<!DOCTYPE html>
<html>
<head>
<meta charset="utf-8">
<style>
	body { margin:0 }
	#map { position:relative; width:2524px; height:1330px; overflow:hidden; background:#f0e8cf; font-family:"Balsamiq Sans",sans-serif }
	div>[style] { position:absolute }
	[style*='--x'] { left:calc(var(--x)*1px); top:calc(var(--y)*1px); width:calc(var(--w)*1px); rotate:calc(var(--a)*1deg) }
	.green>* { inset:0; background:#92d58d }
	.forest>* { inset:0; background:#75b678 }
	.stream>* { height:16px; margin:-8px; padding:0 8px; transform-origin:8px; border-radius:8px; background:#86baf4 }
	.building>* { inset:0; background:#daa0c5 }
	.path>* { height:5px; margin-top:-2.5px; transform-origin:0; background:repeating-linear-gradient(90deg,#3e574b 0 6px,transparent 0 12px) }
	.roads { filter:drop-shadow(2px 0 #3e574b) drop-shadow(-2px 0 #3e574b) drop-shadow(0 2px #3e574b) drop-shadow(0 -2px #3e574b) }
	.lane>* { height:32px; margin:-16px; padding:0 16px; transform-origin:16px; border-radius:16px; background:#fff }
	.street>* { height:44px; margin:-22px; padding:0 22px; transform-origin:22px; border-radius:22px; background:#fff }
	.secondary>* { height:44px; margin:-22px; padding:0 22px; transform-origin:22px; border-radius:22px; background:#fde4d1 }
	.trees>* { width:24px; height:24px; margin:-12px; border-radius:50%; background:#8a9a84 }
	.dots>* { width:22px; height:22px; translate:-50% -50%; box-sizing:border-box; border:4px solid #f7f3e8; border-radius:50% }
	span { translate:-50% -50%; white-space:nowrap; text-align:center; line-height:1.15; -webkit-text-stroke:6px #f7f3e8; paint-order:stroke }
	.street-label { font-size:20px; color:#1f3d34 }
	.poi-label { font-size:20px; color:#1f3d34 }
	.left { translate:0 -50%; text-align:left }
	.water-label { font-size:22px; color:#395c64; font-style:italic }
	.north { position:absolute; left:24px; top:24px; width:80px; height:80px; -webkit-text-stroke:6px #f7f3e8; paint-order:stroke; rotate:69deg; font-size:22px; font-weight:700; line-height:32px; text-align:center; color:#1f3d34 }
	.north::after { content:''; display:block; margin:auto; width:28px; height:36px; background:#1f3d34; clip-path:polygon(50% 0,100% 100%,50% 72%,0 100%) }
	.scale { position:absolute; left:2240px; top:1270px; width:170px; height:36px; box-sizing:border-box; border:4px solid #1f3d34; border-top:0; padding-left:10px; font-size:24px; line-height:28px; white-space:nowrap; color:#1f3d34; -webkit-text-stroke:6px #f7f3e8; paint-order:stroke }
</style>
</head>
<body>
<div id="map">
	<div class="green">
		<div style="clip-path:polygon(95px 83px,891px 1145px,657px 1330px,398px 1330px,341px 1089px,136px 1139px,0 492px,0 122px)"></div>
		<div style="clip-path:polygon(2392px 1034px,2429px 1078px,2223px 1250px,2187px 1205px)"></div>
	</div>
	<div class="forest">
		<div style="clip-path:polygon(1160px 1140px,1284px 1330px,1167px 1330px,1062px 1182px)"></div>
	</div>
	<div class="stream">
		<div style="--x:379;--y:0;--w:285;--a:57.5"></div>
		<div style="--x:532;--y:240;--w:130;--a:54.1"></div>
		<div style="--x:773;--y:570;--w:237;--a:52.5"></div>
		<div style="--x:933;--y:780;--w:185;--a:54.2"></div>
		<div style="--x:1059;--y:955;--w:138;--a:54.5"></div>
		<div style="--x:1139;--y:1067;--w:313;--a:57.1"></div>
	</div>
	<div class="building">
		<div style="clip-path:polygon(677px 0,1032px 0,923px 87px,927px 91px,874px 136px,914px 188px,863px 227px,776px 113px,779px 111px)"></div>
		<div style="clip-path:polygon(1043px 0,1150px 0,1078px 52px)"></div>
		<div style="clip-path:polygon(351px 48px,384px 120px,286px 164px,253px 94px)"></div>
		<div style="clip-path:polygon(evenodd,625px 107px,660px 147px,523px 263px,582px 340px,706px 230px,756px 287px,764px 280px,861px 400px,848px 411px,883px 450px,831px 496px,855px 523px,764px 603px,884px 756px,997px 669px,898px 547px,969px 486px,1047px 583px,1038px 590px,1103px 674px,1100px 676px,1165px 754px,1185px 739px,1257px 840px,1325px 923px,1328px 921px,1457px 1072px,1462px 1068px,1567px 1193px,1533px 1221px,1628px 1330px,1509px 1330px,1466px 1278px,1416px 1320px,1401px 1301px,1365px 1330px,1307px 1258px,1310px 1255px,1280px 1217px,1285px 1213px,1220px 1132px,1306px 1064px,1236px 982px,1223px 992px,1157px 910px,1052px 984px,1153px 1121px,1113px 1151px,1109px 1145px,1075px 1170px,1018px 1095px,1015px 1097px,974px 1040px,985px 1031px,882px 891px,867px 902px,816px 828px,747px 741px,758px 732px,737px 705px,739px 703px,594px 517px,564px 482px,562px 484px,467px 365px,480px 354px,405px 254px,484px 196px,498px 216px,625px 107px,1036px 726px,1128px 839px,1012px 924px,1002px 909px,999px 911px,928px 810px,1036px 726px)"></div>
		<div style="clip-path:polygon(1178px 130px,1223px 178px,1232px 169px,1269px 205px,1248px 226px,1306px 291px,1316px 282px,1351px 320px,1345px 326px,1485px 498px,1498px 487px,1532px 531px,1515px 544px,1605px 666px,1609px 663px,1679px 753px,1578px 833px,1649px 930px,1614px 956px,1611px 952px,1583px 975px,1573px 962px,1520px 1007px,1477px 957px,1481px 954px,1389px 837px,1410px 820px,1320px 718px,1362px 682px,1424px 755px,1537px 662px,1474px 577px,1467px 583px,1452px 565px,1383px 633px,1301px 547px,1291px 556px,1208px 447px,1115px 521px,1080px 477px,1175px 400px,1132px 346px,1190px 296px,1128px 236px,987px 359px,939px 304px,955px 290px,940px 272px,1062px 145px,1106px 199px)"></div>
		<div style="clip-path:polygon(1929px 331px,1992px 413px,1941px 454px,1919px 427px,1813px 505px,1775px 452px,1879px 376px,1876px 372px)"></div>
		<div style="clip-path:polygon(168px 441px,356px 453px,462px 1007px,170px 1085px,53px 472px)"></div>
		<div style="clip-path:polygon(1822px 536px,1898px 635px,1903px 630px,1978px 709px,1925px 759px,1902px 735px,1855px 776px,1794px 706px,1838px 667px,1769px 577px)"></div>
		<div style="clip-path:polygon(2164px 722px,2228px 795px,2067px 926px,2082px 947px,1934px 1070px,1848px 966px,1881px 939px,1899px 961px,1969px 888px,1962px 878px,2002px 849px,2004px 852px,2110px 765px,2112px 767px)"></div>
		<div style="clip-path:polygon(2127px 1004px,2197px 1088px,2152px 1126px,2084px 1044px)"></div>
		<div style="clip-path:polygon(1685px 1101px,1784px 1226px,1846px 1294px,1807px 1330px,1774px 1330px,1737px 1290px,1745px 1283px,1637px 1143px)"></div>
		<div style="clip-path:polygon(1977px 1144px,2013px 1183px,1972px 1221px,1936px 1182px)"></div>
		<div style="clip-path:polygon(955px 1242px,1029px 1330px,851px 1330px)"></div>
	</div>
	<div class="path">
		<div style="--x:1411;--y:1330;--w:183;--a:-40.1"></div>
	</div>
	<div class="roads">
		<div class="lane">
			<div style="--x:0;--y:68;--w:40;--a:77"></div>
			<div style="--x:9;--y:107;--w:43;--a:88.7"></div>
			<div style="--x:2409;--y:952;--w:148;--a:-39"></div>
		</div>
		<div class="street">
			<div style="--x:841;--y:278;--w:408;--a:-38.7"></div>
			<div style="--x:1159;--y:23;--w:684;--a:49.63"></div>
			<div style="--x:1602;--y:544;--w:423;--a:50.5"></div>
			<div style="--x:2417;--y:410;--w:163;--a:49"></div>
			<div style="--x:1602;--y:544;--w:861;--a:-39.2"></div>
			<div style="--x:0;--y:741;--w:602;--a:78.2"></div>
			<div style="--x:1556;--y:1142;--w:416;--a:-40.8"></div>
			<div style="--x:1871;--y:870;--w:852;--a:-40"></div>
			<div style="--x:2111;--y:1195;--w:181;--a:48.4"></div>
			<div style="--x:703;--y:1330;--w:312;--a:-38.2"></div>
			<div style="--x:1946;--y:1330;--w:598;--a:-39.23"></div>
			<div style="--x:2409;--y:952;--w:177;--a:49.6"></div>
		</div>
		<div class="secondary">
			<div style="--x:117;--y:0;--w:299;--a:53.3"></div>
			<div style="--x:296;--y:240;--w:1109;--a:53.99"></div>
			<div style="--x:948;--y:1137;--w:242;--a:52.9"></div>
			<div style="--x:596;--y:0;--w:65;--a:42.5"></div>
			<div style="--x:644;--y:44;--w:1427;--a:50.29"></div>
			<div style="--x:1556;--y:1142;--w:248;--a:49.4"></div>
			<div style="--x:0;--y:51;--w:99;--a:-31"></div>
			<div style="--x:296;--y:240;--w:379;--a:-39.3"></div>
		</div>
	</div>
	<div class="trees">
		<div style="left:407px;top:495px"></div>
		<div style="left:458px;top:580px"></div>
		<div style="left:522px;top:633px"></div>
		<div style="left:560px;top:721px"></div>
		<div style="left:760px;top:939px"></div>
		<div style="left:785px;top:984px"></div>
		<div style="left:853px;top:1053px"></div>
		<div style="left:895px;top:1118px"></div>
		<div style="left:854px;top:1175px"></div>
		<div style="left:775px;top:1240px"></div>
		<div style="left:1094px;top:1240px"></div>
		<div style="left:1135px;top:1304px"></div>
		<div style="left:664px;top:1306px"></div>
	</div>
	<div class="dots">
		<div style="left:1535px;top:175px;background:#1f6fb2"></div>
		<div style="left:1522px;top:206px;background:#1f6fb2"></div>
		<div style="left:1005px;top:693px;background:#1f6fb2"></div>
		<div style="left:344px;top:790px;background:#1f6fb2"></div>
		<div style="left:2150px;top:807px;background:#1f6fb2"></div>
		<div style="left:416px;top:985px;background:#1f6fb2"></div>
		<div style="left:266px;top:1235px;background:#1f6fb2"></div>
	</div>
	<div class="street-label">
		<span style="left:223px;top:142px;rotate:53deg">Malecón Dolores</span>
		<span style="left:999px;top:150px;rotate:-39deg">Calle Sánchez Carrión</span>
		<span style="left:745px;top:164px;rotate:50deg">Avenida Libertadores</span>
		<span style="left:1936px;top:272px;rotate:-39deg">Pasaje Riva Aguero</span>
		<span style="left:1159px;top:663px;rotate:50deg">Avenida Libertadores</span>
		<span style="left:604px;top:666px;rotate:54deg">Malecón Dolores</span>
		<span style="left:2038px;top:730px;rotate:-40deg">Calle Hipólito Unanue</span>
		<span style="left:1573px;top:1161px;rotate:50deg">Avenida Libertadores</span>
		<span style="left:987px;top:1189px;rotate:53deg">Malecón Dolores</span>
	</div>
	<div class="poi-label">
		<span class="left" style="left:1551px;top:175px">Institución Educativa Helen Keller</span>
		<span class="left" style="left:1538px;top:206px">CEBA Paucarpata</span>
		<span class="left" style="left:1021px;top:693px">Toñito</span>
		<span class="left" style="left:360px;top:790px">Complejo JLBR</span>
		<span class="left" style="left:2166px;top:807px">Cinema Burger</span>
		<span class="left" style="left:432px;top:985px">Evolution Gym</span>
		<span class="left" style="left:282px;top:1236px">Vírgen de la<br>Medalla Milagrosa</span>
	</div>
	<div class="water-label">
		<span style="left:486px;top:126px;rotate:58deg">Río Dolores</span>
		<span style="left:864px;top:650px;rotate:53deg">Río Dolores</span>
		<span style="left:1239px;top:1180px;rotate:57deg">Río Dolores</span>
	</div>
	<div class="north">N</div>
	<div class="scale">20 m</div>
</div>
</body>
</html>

- - -

BRIEF =>
Quote the records above from their first line through the line containing "height:16px; margin:-8px; padding:0", both ends included.

WRITTEN REPLY =>
<!DOCTYPE html>
<html>
<head>
<meta charset="utf-8">
<style>
	body { margin:0 }
	#map { position:relative; width:2524px; height:1330px; overflow:hidden; background:#f0e8cf; font-family:"Balsamiq Sans",sans-serif }
	div>[style] { position:absolute }
	[style*='--x'] { left:calc(var(--x)*1px); top:calc(var(--y)*1px); width:calc(var(--w)*1px); rotate:calc(var(--a)*1deg) }
	.green>* { inset:0; background:#92d58d }
	.forest>* { inset:0; background:#75b678 }
	.stream>* { height:16px; margin:-8px; padding:0 8px; transform-origin:8px; border-radius:8px; background:#86baf4 }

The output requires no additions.